Saved entries:

------------------------

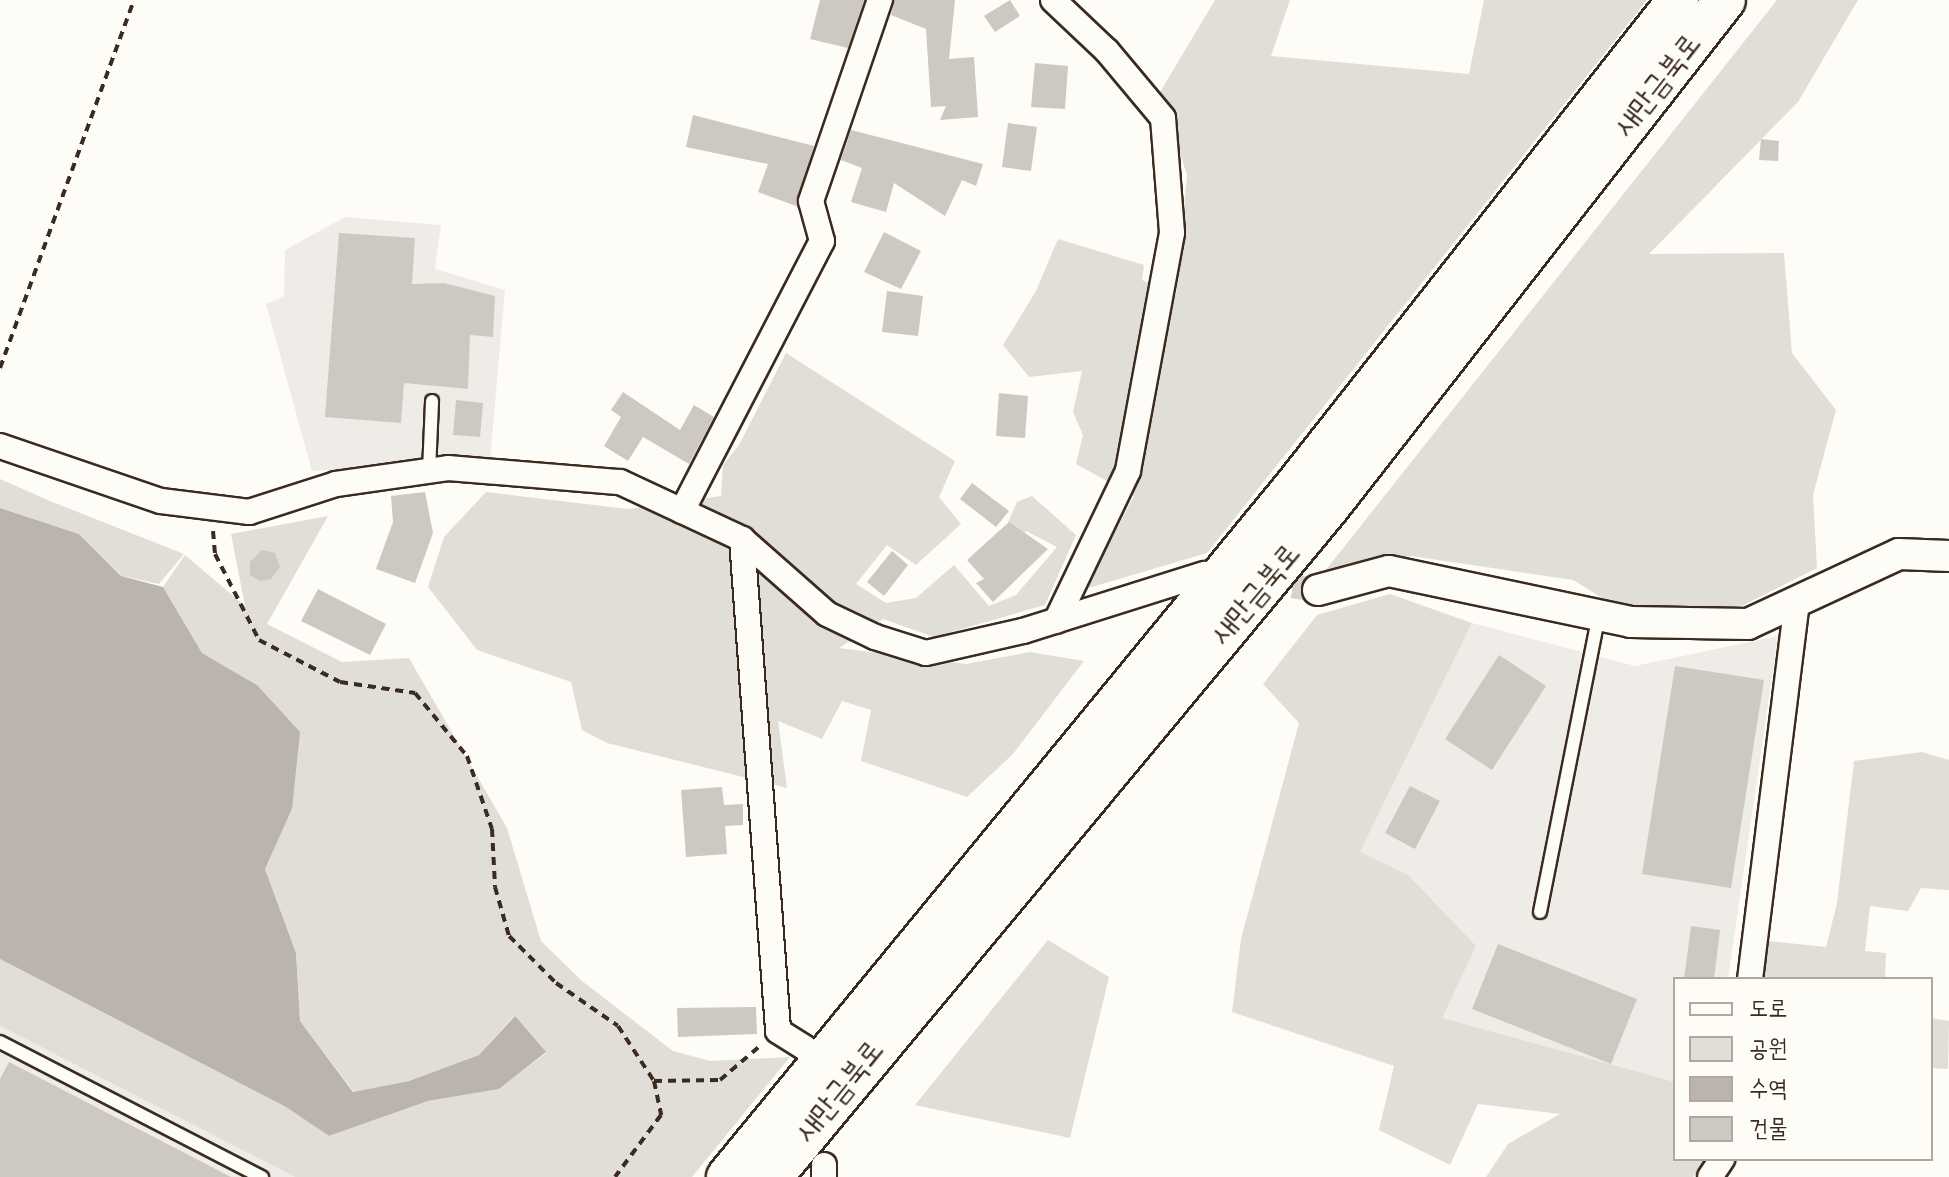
<!DOCTYPE html>
<html>
<head>
<meta charset="utf-8">
<style>
	body { margin:0 }
	#map { position:relative; width:1949px; height:1177px; overflow:hidden; background:#fdfcf7; font-family:Mynerve,"Poor Story",sans-serif }
	div>[style] { position:absolute }
	[style*='--x'] { left:calc(var(--x)*1px); top:calc(var(--y)*1px); width:calc(var(--w)*1px); rotate:calc(var(--a)*1deg) }
	.built>* { inset:0; background:#efece7 }
	.green>* { inset:0; background:#e1ded7 }
	.water>* { inset:0; background:#bbb4ad }
	.building>* { inset:0; background:#cdc8c2 }
	.minor-tunnel>* { height:24px; margin-top:-12px; transform-origin:0; background:repeating-linear-gradient(90deg,#d6d2cc 0 24px,transparent 0 36px) }
	.path>* { height:4px; margin-top:-2px; transform-origin:0; background:repeating-linear-gradient(90deg,#3b2a1e 0 8px,transparent 0 14px) }
	.roads { filter:drop-shadow(2px 0 #3b2a1e) drop-shadow(-2px 0 #3b2a1e) drop-shadow(0 2px #3b2a1e) drop-shadow(0 -2px #3b2a1e) }
	.service>* { height:12px; margin:-6px; padding:0 6px; transform-origin:6px; border-radius:6px; background:#fdfcf7 }
	.minor>* { height:24px; margin:-12px; padding:0 12px; transform-origin:12px; border-radius:12px; background:#fdfcf7 }
	.tertiary>* { height:30px; margin:-15px; padding:0 15px; transform-origin:15px; border-radius:15px; background:#fdfcf7 }
	.trunk>* { height:40px; margin:-20px; padding:0 20px; transform-origin:20px; border-radius:20px; background:#fdfcf7 }
	span { translate:-50% -50%; white-space:nowrap; text-align:center; line-height:1.15; -webkit-text-stroke:8px #fdfcf7; paint-order:stroke }
	.street-label { font-size:30px; color:#3b2a1e }
	.legend { position:absolute; left:1673px; top:977px; width:260px; height:184px; box-sizing:border-box; background:#fdfcf7; border:2px solid #afa8a0; margin:0; padding:10px 14px; list-style:none; font-size:24px; color:#3b2a1e }
	.legend li { display:flex; align-items:center; gap:16px; height:40px }
	.legend b { width:40px; border:2px solid #afa8a0 }
</style>
</head>
<body>
<div id="map">
	<div class="built">
		<i style="clip-path:polygon(345px 217px,441px 225px,435px 269px,505px 290px,490px 460px,312px 471px,266px 304px,284px 296px,285px 250px)"></i>
		<i style="clip-path:polygon(1472px 623px,1635px 666px,1778px 636px,1728px 979px,1675px 979px,1675px 1082px,1441px 1019px,1360px 852px)"></i>
		<i style="clip-path:polygon(0 1026px,295px 1177px,0 1177px)"></i>
	</div>
	<div class="green">
		<i style="clip-path:polygon(1215px 0,1290px 0,1271px 56px,1469px 74px,1484px 0,1647px 0,1207px 553px,1085px 589px,1134px 496px,1076px 464px,1083px 435px,1073px 412px,1082px 371px,1029px 377px,1003px 345px,1036px 291px,1058px 239px,1144px 265px,1142px 280px,1176px 295px,1187px 175px,1160px 92px)"></i>
		<i style="clip-path:polygon(1777px 0,1858px 0,1798px 102px,1649px 254px,1784px 253px,1792px 353px,1836px 410px,1813px 495px,1817px 568px,1734px 610px,1612px 604px,1573px 580px,1411px 556px,1325px 571px)"></i>
		<i style="clip-path:polygon(786px 353px,955px 461px,939px 497px,961px 524px,916px 565px,887px 545px,856px 584px,886px 603px,916px 598px,954px 565px,989px 606px,1016px 595px,1057px 547px,1026px 531px,1019px 540px,1006px 527px,1017px 502px,1032px 496px,1076px 535px,1045px 605px,934px 637px,883px 619px,839px 648px,966px 664px,1030px 652px,1084px 661px,1013px 754px,967px 797px,861px 761px,871px 710px,842px 701px,822px 739px,778px 721px,787px 788px,607px 743px,582px 730px,571px 682px,477px 650px,428px 587px,444px 537px,486px 492px,628px 509px,721px 496px,723px 465px,739px 445px)"></i>
		<i style="clip-path:polygon(0 479px,50px 501px,184px 554px,159px 584px,122px 576px,79px 534px,0 508px)"></i>
		<i style="clip-path:polygon(328px 516px,267px 624px,342px 662px,409px 658px,507px 828px,541px 941px,582px 981px,673px 1051px,710px 1061px,790px 1057px,692px 1177px,295px 1177px,0 1026px,0 959px,286px 1107px,329px 1136px,428px 1101px,499px 1089px,546px 1053px,514px 1016px,479px 1055px,409px 1081px,354px 1092px,300px 1021px,296px 953px,265px 869px,292px 809px,257px 685px,202px 653px,163px 587px,185px 555px,245px 606px,231px 534px)"></i>
		<i style="clip-path:polygon(1390px 594px,1472px 623px,1360px 852px,1408px 875px,1476px 946px,1442px 1018px,1675px 1082px,1675px 1159px,1706px 1159px,1693px 1177px,1486px 1177px,1508px 1144px,1560px 1114px,1478px 1104px,1450px 1165px,1379px 1130px,1394px 1066px,1232px 1012px,1241px 939px,1299px 723px,1263px 684px,1317px 615px)"></i>
		<i style="clip-path:polygon(1922px 752px,1949px 760px,1949px 890px,1921px 888px,1908px 911px,1870px 906px,1865px 951px,1886px 953px,1885px 979px,1764px 979px,1768px 941px,1826px 947px,1837px 903px,1854px 761px)"></i>
		<i style="clip-path:polygon(1048px 940px,1109px 977px,1070px 1138px,915px 1105px)"></i>
		<i style="clip-path:polygon(1931px 1018px,1949px 1021px,1948px 1069px,1931px 1068px)"></i>
	</div>
	<div class="water">
		<i style="clip-path:polygon(0 508px,79px 534px,121px 576px,163px 587px,202px 653px,257px 685px,300px 732px,292px 809px,265px 869px,296px 953px,300px 1021px,353px 1092px,409px 1081px,479px 1055px,515px 1016px,546px 1052px,499px 1089px,428px 1101px,329px 1136px,286px 1107px,0 959px)"></i>
	</div>
	<div class="building">
		<i style="clip-path:polygon(820px 0,864px 0,848px 48px,810px 39px)"></i>
		<i style="clip-path:polygon(895px 0,955px 0,949px 59px,974px 57px,978px 117px,940px 120px,946px 106px,931px 107px,926px 29px,891px 15px)"></i>
		<i style="clip-path:polygon(1010px 0,1020px 16px,995px 32px,984px 16px)"></i>
		<i style="clip-path:polygon(1035px 63px,1068px 66px,1065px 109px,1031px 107px)"></i>
		<i style="clip-path:polygon(693px 115px,814px 146px,796px 206px,758px 192px,768px 164px,686px 147px)"></i>
		<i style="clip-path:polygon(1008px 123px,1037px 127px,1031px 171px,1002px 167px)"></i>
		<i style="clip-path:polygon(851px 130px,983px 164px,976px 186px,962px 180px,945px 216px,894px 183px,886px 212px,851px 202px,862px 168px,841px 160px)"></i>
		<i style="clip-path:polygon(1761px 139px,1779px 141px,1778px 161px,1759px 160px)"></i>
		<i style="clip-path:polygon(884px 232px,921px 251px,901px 289px,864px 272px)"></i>
		<i style="clip-path:polygon(339px 233px,415px 238px,412px 284px,444px 283px,495px 296px,493px 337px,470px 335px,468px 389px,404px 383px,401px 423px,325px 417px)"></i>
		<i style="clip-path:polygon(887px 291px,923px 296px,918px 336px,882px 332px)"></i>
		<i style="clip-path:polygon(623px 392px,680px 430px,694px 405px,714px 417px,689px 464px,643px 437px,628px 461px,604px 446px,621px 417px,611px 410px)"></i>
		<i style="clip-path:polygon(999px 393px,1028px 396px,1025px 438px,996px 436px)"></i>
		<i style="clip-path:polygon(456px 400px,483px 403px,480px 437px,453px 435px)"></i>
		<i style="clip-path:polygon(972px 483px,1009px 511px,996px 527px,960px 499px)"></i>
		<i style="clip-path:polygon(425px 492px,433px 533px,415px 583px,376px 569px,393px 522px,391px 496px)"></i>
		<i style="clip-path:polygon(1009px 522px,1048px 549px,993px 602px,976px 583px,984px 579px,967px 560px)"></i>
		<i style="clip-path:polygon(262px 550px,275px 553px,280px 567px,271px 579px,260px 581px,250px 575px,250px 562px)"></i>
		<i style="clip-path:polygon(892px 551px,908px 565px,884px 596px,867px 582px)"></i>
		<i style="clip-path:polygon(318px 589px,386px 624px,370px 655px,301px 621px)"></i>
		<i style="clip-path:polygon(1499px 655px,1546px 686px,1492px 770px,1445px 739px)"></i>
		<i style="clip-path:polygon(1675px 666px,1764px 680px,1731px 888px,1642px 874px)"></i>
		<i style="clip-path:polygon(1410px 786px,1440px 801px,1415px 849px,1385px 833px)"></i>
		<i style="clip-path:polygon(722px 787px,724px 805px,743px 804px,743px 825px,725px 826px,727px 854px,686px 857px,681px 790px)"></i>
		<i style="clip-path:polygon(1691px 926px,1720px 930px,1714px 979px,1684px 979px)"></i>
		<i style="clip-path:polygon(1498px 944px,1637px 999px,1611px 1064px,1472px 1009px)"></i>
		<i style="clip-path:polygon(756px 1007px,757px 1034px,678px 1037px,677px 1008px)"></i>
		<i style="clip-path:polygon(9px 1062px,231px 1177px,0 1177px,0 1079px)"></i>
	</div>
	<div class="minor-tunnel">
		<i style="--x:1257;--y:581;--w:62;--a:8.4"></i>
	</div>
	<div class="path">
		<i style="--x:0;--y:368;--w:392;--a:-70"></i>
		<i style="--x:213;--y:531;--w:23;--a:85"></i>
		<i style="--x:215;--y:554;--w:97;--a:62.9"></i>
		<i style="--x:259;--y:640;--w:91;--a:27.4"></i>
		<i style="--x:340;--y:682;--w:76;--a:8.3"></i>
		<i style="--x:415;--y:693;--w:82;--a:50.5"></i>
		<i style="--x:467;--y:756;--w:77;--a:71.1"></i>
		<i style="--x:492;--y:829;--w:58;--a:87"></i>
		<i style="--x:495;--y:887;--w:51;--a:74.1"></i>
		<i style="--x:509;--y:936;--w:66;--a:45"></i>
		<i style="--x:556;--y:983;--w:75;--a:34.7"></i>
		<i style="--x:618;--y:1026;--w:66;--a:56.8"></i>
		<i style="--x:654;--y:1081;--w:35;--a:78"></i>
		<i style="--x:661;--y:1115;--w:77;--a:126.6"></i>
		<i style="--x:654;--y:1081;--w:66;--a:-0.9"></i>
		<i style="--x:720;--y:1080;--w:52;--a:-40.4"></i>
	</div>
	<div class="roads">
		<div class="service">
			<i style="--x:429;--y:471;--w:70;--a:-87.5"></i>
			<i style="--x:1540;--y:912;--w:303;--a:-78.8"></i>
			<i style="--x:0;--y:1042;--w:295;--a:27.3"></i>
		</div>
		<div class="minor">
			<i style="--x:1053;--y:0;--w:74;--a:43.4"></i>
			<i style="--x:1107;--y:51;--w:87;--a:50.1"></i>
			<i style="--x:1163;--y:118;--w:115;--a:85.5"></i>
			<i style="--x:1172;--y:233;--w:242;--a:100.5"></i>
			<i style="--x:1128;--y:471;--w:166;--a:115.6"></i>
			<i style="--x:0;--y:446;--w:170;--a:18.9"></i>
			<i style="--x:161;--y:501;--w:89;--a:7.1"></i>
			<i style="--x:249;--y:512;--w:91;--a:-17.8"></i>
			<i style="--x:336;--y:484;--w:113;--a:-8.1"></i>
			<i style="--x:448;--y:468;--w:173;--a:4.7"></i>
			<i style="--x:620;--y:482;--w:135;--a:25"></i>
			<i style="--x:742;--y:539;--w:113;--a:41.4"></i>
			<i style="--x:827;--y:614;--w:53;--a:25.6"></i>
			<i style="--x:875;--y:637;--w:53;--a:17.4"></i>
			<i style="--x:926;--y:653;--w:99;--a:-12.8"></i>
			<i style="--x:1023;--y:631;--w:190;--a:-17.5"></i>
			<i style="--x:682;--y:511;--w:304;--a:-62.6"></i>
			<i style="--x:822;--y:241;--w:41;--a:-105.4"></i>
			<i style="--x:811;--y:201;--w:213;--a:-71.1"></i>
			<i style="--x:742;--y:539;--w:493;--a:85.8"></i>
			<i style="--x:778;--y:1031;--w:32;--a:32"></i>
			<i style="--x:1750;--y:979;--w:379;--a:-82.9"></i>
			<i style="--x:824;--y:1177;--w:12;--a:-90"></i>
			<i style="--x:1710;--y:1177;--w:22;--a:-56"></i>
		</div>
		<div class="tertiary">
			<i style="--x:1318;--y:590;--w:73;--a:-15"></i>
			<i style="--x:1389;--y:571;--w:247;--a:11.9"></i>
			<i style="--x:1631;--y:622;--w:117;--a:1"></i>
			<i style="--x:1748;--y:624;--w:166;--a:-24.9"></i>
			<i style="--x:1899;--y:554;--w:50;--a:2.3"></i>
		</div>
		<div class="trunk">
			<i style="--x:727;--y:1177;--w:894;--a:-50.58"></i>
			<i style="--x:1295;--y:486;--w:619;--a:-51.76"></i>
			<i style="--x:772;--y:1177;--w:871;--a:-50.26"></i>
			<i style="--x:1329;--y:507;--w:643;--a:-52.01"></i>
		</div>
	</div>
	<div class="street-label">
		<span style="left:1658px;top:86px;rotate:-52deg">새만금북로</span>
		<span style="left:1256px;top:595px;rotate:-50deg">새만금북로</span>
		<span style="left:840px;top:1092px;rotate:-51deg">새만금북로</span>
	</div>
	<ul class="legend">
	<li><b style="height:10px;background:#fdfcf7"></b>도로</li>
	<li><b style="height:22px;background:#e1ded7"></b>공원</li>
	<li><b style="height:22px;background:#bbb4ad"></b>수역</li>
	<li><b style="height:22px;background:#cdc8c2"></b>건물</li>
	</ul>
</div>
</body>
</html>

------------------------

**BRIEF**
Pictures are to be left out, and the lines from the beginning of the records through the line with "height:40px; margin:-20px; padding:0" are to be printed exactly, with nothing added.

**RESPONSE BELOW**
<!DOCTYPE html>
<html>
<head>
<meta charset="utf-8">
<style>
	body { margin:0 }
	#map { position:relative; width:1949px; height:1177px; overflow:hidden; background:#fdfcf7; font-family:Mynerve,"Poor Story",sans-serif }
	div>[style] { position:absolute }
	[style*='--x'] { left:calc(var(--x)*1px); top:calc(var(--y)*1px); width:calc(var(--w)*1px); rotate:calc(var(--a)*1deg) }
	.built>* { inset:0; background:#efece7 }
	.green>* { inset:0; background:#e1ded7 }
	.water>* { inset:0; background:#bbb4ad }
	.building>* { inset:0; background:#cdc8c2 }
	.minor-tunnel>* { height:24px; margin-top:-12px; transform-origin:0; background:repeating-linear-gradient(90deg,#d6d2cc 0 24px,transparent 0 36px) }
	.path>* { height:4px; margin-top:-2px; transform-origin:0; background:repeating-linear-gradient(90deg,#3b2a1e 0 8px,transparent 0 14px) }
	.roads { filter:drop-shadow(2px 0 #3b2a1e) drop-shadow(-2px 0 #3b2a1e) drop-shadow(0 2px #3b2a1e) drop-shadow(0 -2px #3b2a1e) }
	.service>* { height:12px; margin:-6px; padding:0 6px; transform-origin:6px; border-radius:6px; background:#fdfcf7 }
	.minor>* { height:24px; margin:-12px; padding:0 12px; transform-origin:12px; border-radius:12px; background:#fdfcf7 }
	.tertiary>* { height:30px; margin:-15px; padding:0 15px; transform-origin:15px; border-radius:15px; background:#fdfcf7 }
	.trunk>* { height:40px; margin:-20px; padding:0 20px; transform-origin:20px; border-radius:20px; background:#fdfcf7 }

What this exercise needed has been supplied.